O acordo de não persecução penal é uma das grandes novidades legislativas trazidas pelo chamado “Pacote Anticrime”, em verdade a Lei 13.964/2019.
Por meio desta Lei, que promoveu alterações não só no Código de Processo Penal, mas também em outras leis, passou a dispor a Lei processual sobre o acordo de não persecução penal, situação em que Ministério Público e investigado transigem e, com isso, o investigado obtém a extinção da sua punibilidade, sem o oferecimento de denúncia.
O presente artigo não se pretende a examinar todos os requisitos legais para a obtenção do benefício legal. O que buscamos analisar, aqui, são os efeitos jurídicos da confissão feita pelo investigado (ou até mesmo pelo réu).
Com efeito, dispõe o Código de Processo Penal que:
Art. 28-A. Não sendo caso de arquivamento e tendo o investigado confessado formal e circunstancialmente a prática de infração penal sem violência ou grave ameaça e com pena mínima inferior a 4 (quatro) anos, o Ministério Público poderá propor acordo de não persecução penal, desde que necessário e suficiente para reprovação e prevenção do crime, mediante as seguintes condições ajustadas cumulativa e alternativamente: (Incluído pela Lei nº 13.964, de 2019)
Note-se, assim, que a confissão, denominada “formal” e “circunstanciada” é um dos requisitos para que possa ser estabelecido o acordo de não persecução.
Justamente, em função de tal requisito, sabe-se que há aqueles que apontam que estaria a lei a exigir que o agente fizesse própria contra si próprio e que, por isso, referida determinação não encontra amparo na Constituição Federal.
Não analisaremos referida questão, contudo.

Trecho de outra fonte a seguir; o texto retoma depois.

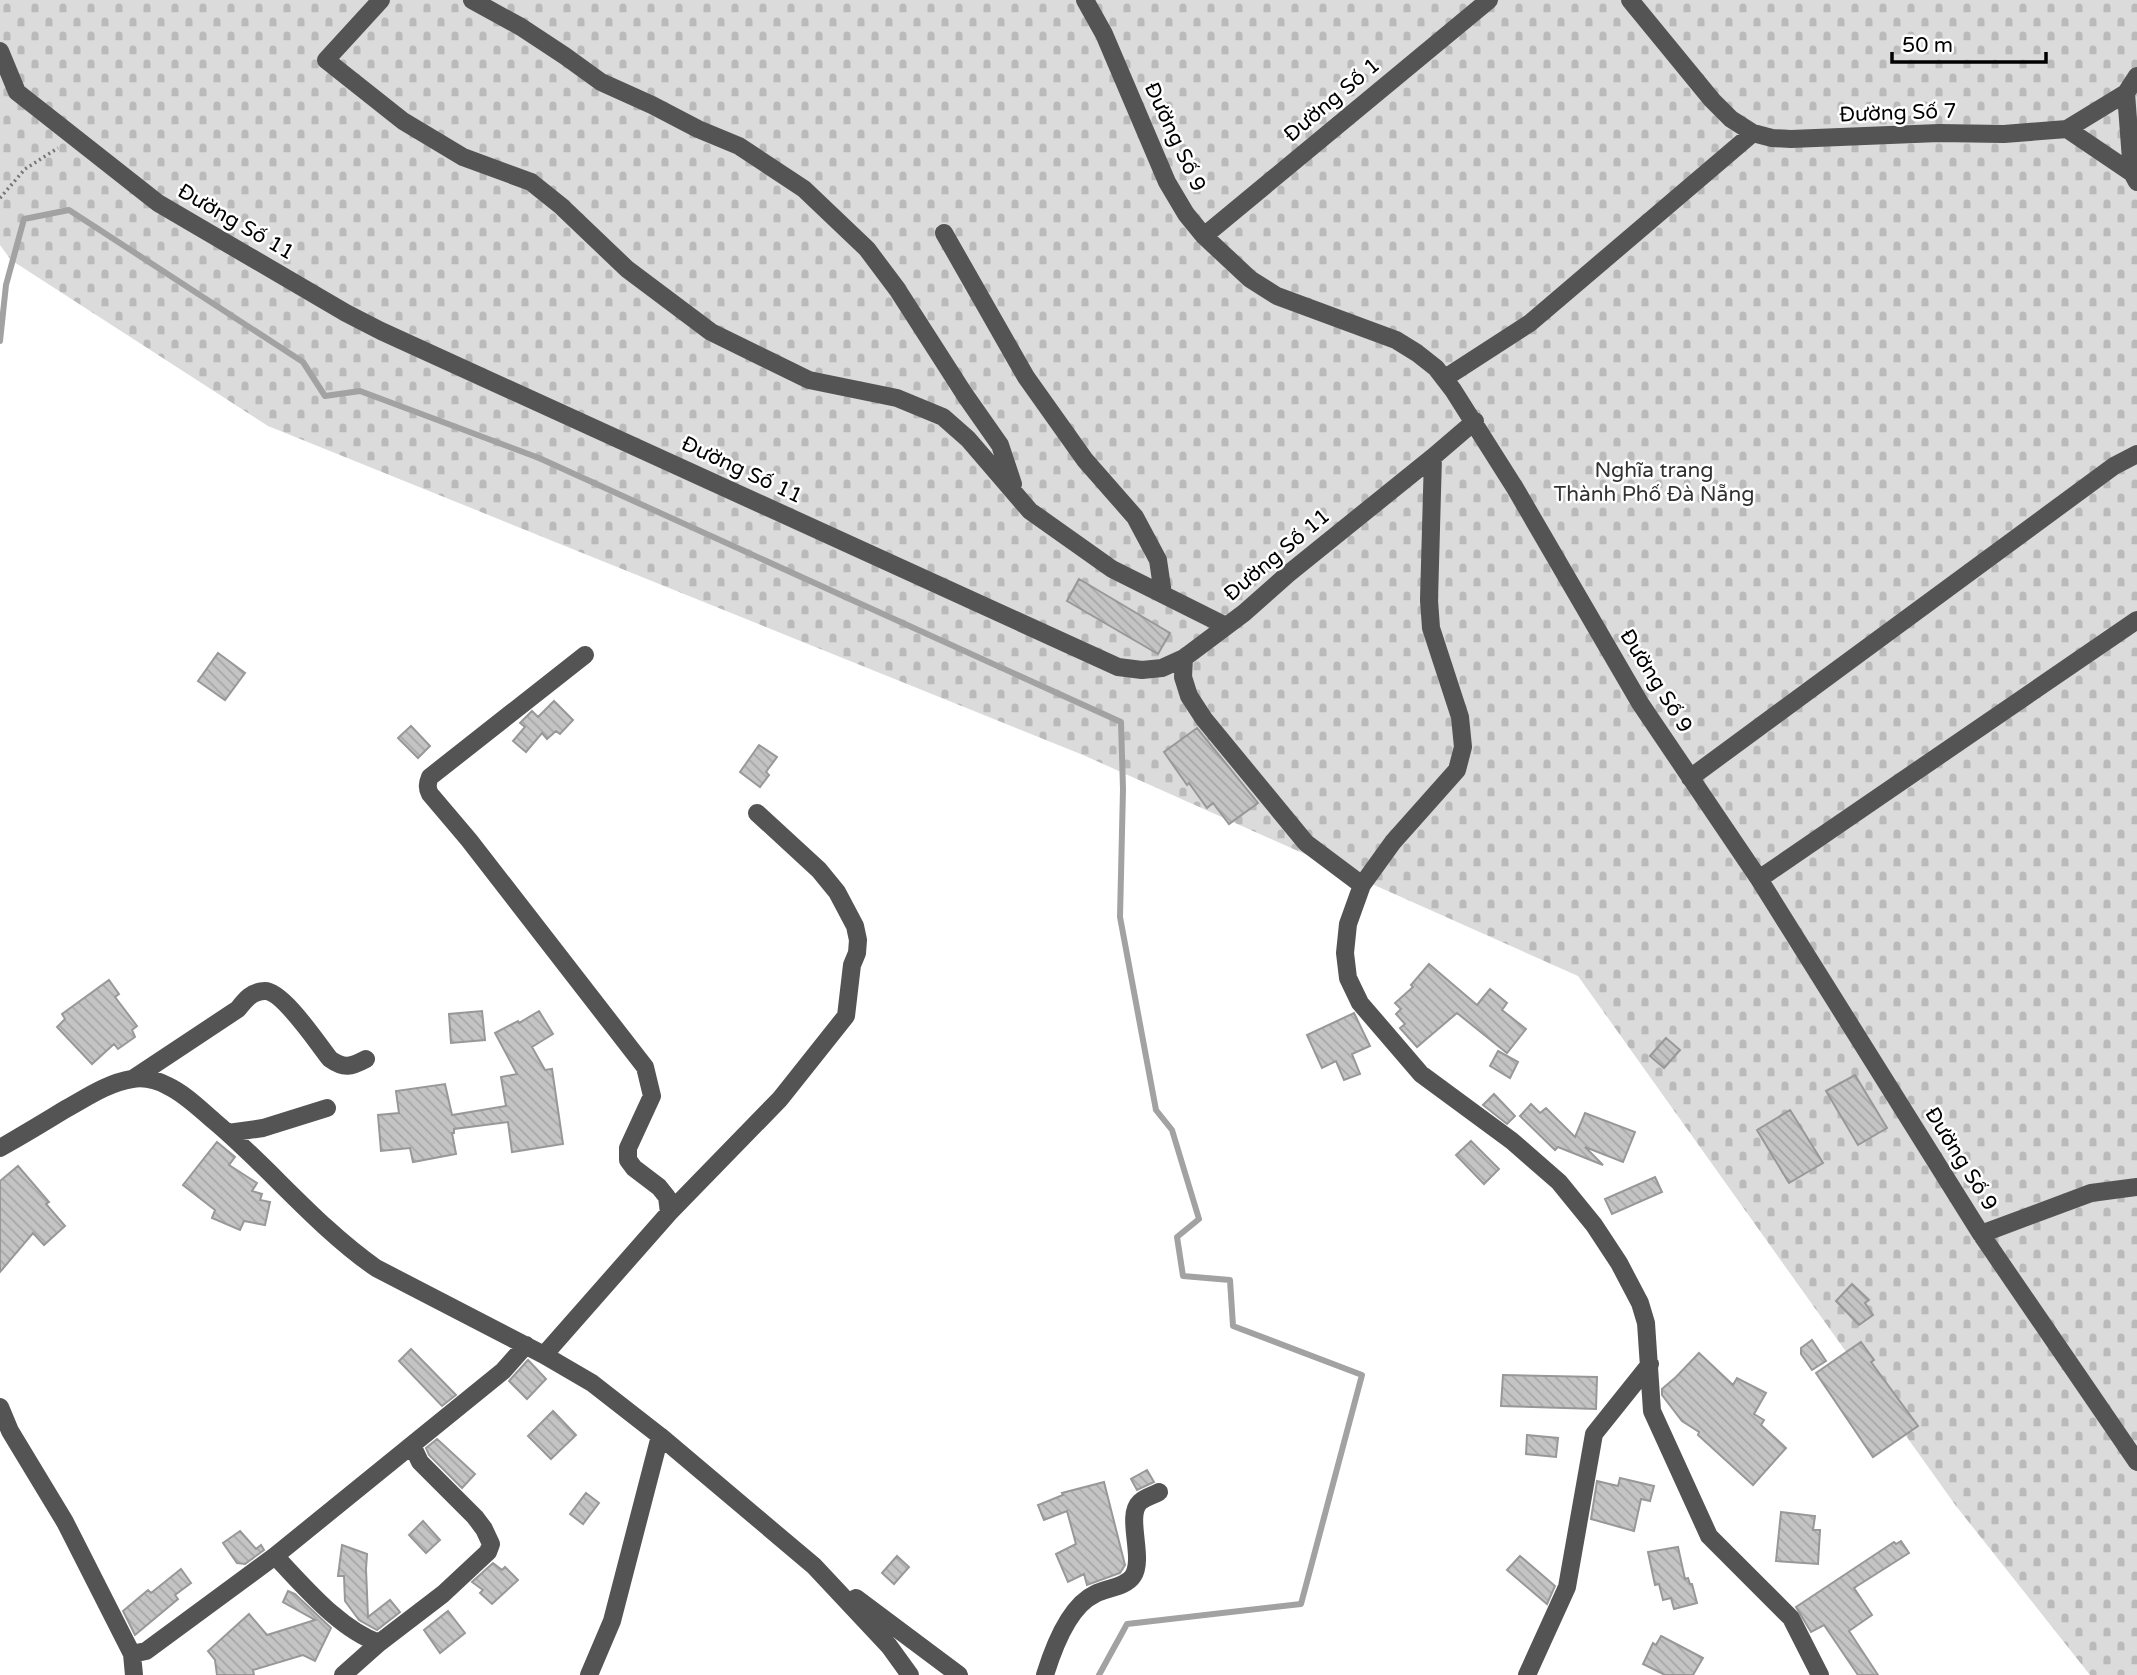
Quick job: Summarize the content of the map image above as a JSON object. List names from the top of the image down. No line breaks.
{"streets":{"street":["Đường Số 1","Đường Số 7","Đường Số 9","Đường Số 11"]},"crossings":[["Đường Số 1","Đường Số 9"],["Đường Số 9","Đường Số 11"]],"parks":["Nghĩa trang Thành Phố Đà Nẵng"],"scale_bar":"50 m"}
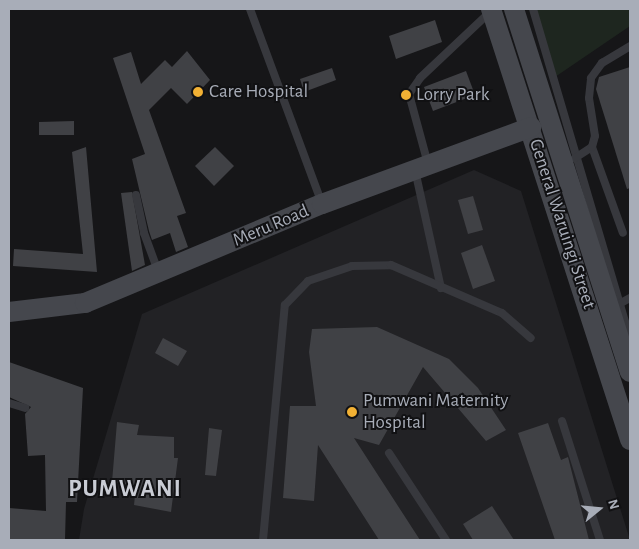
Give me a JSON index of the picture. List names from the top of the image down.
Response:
{
  "streets": {
    "main road": ["General Waruingi Street", "Meru Road"]
  },
  "crossings": [
    ["General Waruingi Street", "Meru Road"]
  ],
  "districts": ["PUMWANI"],
  "places": ["Care Hospital", "Lorry Park", "Pumwani Maternity Hospital"],
  "north": "right"
}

Partiremos do pressuposto de que o acordo estará sendo feito nos estritos limites da lei , de acordo como promulgada.
Pois bem, o que questionamos é, homologado o acordo em juízo, acordo em que há confissão, no mínimo reduzida a escrito, poderá ela ser usada futuramente contra o réu, caso o acordo seja revogado?
Lembremos, em primeiro lugar, que o instituto foi criado para ser utilizado antes do oferecimento da denúncia, isto é, para evitar a propositura de uma ação penal, com todas as repercussões práticas e jurídicas que tal fato acarreta.
Nesse passo, a confissão aqui obtida pelo Ministério Público nada mais equivaleria do que a uma confissão feita na fase de investigação (inquérito ou outro procedimento equivalente), sem maior repercussão para a fase de processo propriamente dita.
Isso porque, como se sabe, exige o Código de Processo Penal que, para a prolação de uma sentença condenatória, as provas obtidas na fase de inquérito, especialmente as orais, sejam confirmadas na fase de processo (conforme artigo 155), em que vigoram os princípios do contraditório e da ampla defesa.
Mais, sabe-se também que a confissão não é prova suficiente para a condenação.
Ainda que referida confissão tenha sido confirmada na audiência de homologação do acordo, perante um juiz, o réu não é ouvido sob os crivos do contraditório e da ampla defesa.
Ressalte-se, ainda, que caso o Supremo Tribunal Federal reconheça a constitucionalidade, o acordo será feito pelo chamado “juiz de garantia”.
Dessa forma, não nos parece razoável que essa confissão possa ser utilizada como prova contra o réu, como uma confissão efetivamente judicial.
Por outro lado, considerando que o acordo de não persecução penal acarreta na extinção de punibilidade e que esta tem previsão geral na legislação penal (artigo 107 do Código Penal), não há como desconsiderar que a nova norma tenha também efeitos penais, e que tais efeitos são mais benéficos ao agente, devendo, portanto, retroagir aos delitos ocorridos antes da mudança da legislação.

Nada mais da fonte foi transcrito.